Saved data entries
= Beginning of Section =

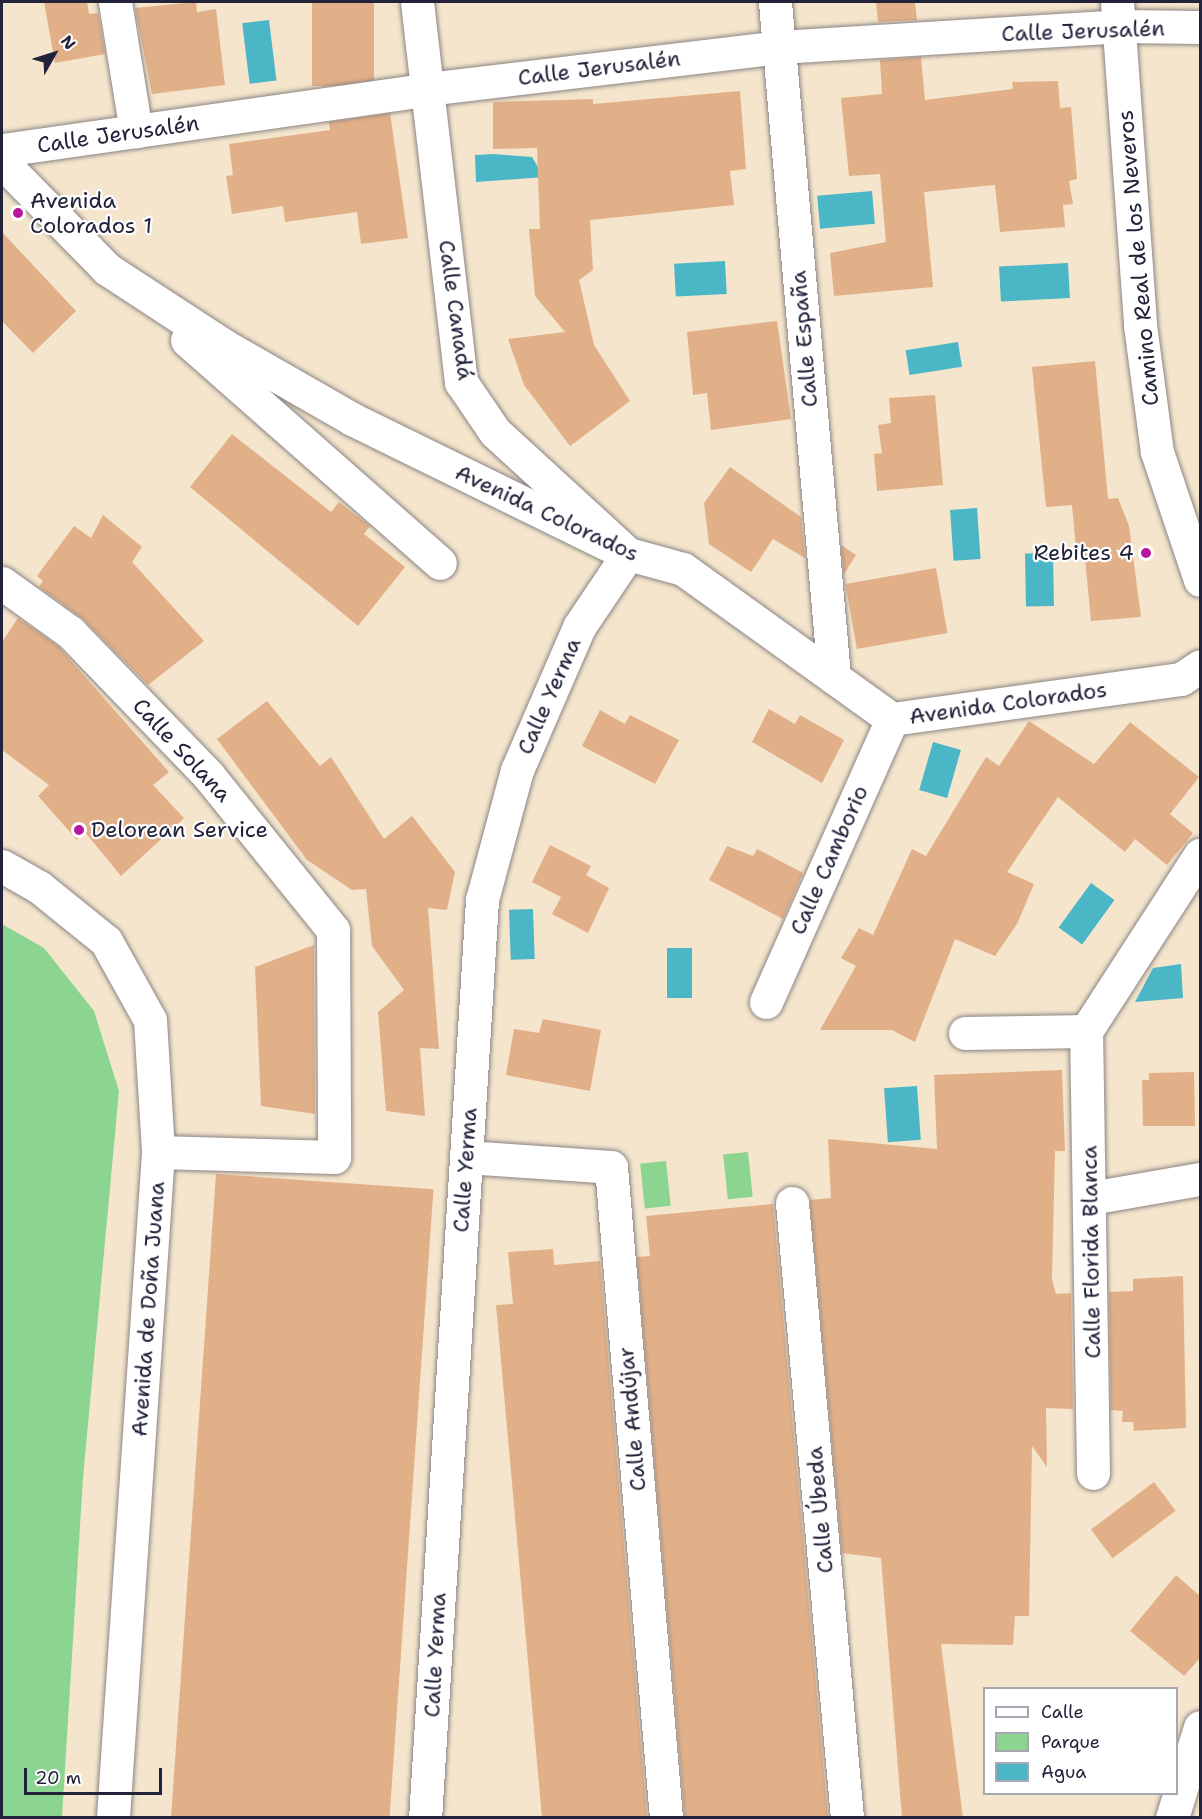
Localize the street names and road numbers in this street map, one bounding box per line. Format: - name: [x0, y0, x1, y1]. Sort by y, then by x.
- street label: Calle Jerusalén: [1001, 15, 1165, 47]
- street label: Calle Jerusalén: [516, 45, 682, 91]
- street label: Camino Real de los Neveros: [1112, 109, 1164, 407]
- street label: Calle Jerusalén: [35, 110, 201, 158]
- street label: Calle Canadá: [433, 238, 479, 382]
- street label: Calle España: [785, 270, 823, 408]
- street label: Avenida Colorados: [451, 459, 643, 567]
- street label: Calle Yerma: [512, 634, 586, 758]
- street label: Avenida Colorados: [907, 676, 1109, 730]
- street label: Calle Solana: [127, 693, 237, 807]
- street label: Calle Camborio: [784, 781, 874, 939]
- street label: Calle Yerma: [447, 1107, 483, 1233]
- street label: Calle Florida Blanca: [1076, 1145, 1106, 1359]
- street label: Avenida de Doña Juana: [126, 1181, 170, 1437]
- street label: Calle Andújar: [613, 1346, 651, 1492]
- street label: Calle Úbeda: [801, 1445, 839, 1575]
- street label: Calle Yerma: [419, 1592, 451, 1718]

= End of Section =

**Work task**
Retype every entry verbatim and exclude the pictures from the copy.

**Result of this task**
Localize the street names and road numbers in this street map, one bounding box per line. Format: - name: [x0, y0, x1, y1]. Sort by y, then by x.
- street label: Calle Jerusalén: [1001, 15, 1165, 47]
- street label: Calle Jerusalén: [516, 45, 682, 91]
- street label: Camino Real de los Neveros: [1112, 109, 1164, 407]
- street label: Calle Jerusalén: [35, 110, 201, 158]
- street label: Calle Canadá: [433, 238, 479, 382]
- street label: Calle España: [785, 270, 823, 408]
- street label: Avenida Colorados: [451, 459, 643, 567]
- street label: Calle Yerma: [512, 634, 586, 758]
- street label: Avenida Colorados: [907, 676, 1109, 730]
- street label: Calle Solana: [127, 693, 237, 807]
- street label: Calle Camborio: [784, 781, 874, 939]
- street label: Calle Yerma: [447, 1107, 483, 1233]
- street label: Calle Florida Blanca: [1076, 1145, 1106, 1359]
- street label: Avenida de Doña Juana: [126, 1181, 170, 1437]
- street label: Calle Andújar: [613, 1346, 651, 1492]
- street label: Calle Úbeda: [801, 1445, 839, 1575]
- street label: Calle Yerma: [419, 1592, 451, 1718]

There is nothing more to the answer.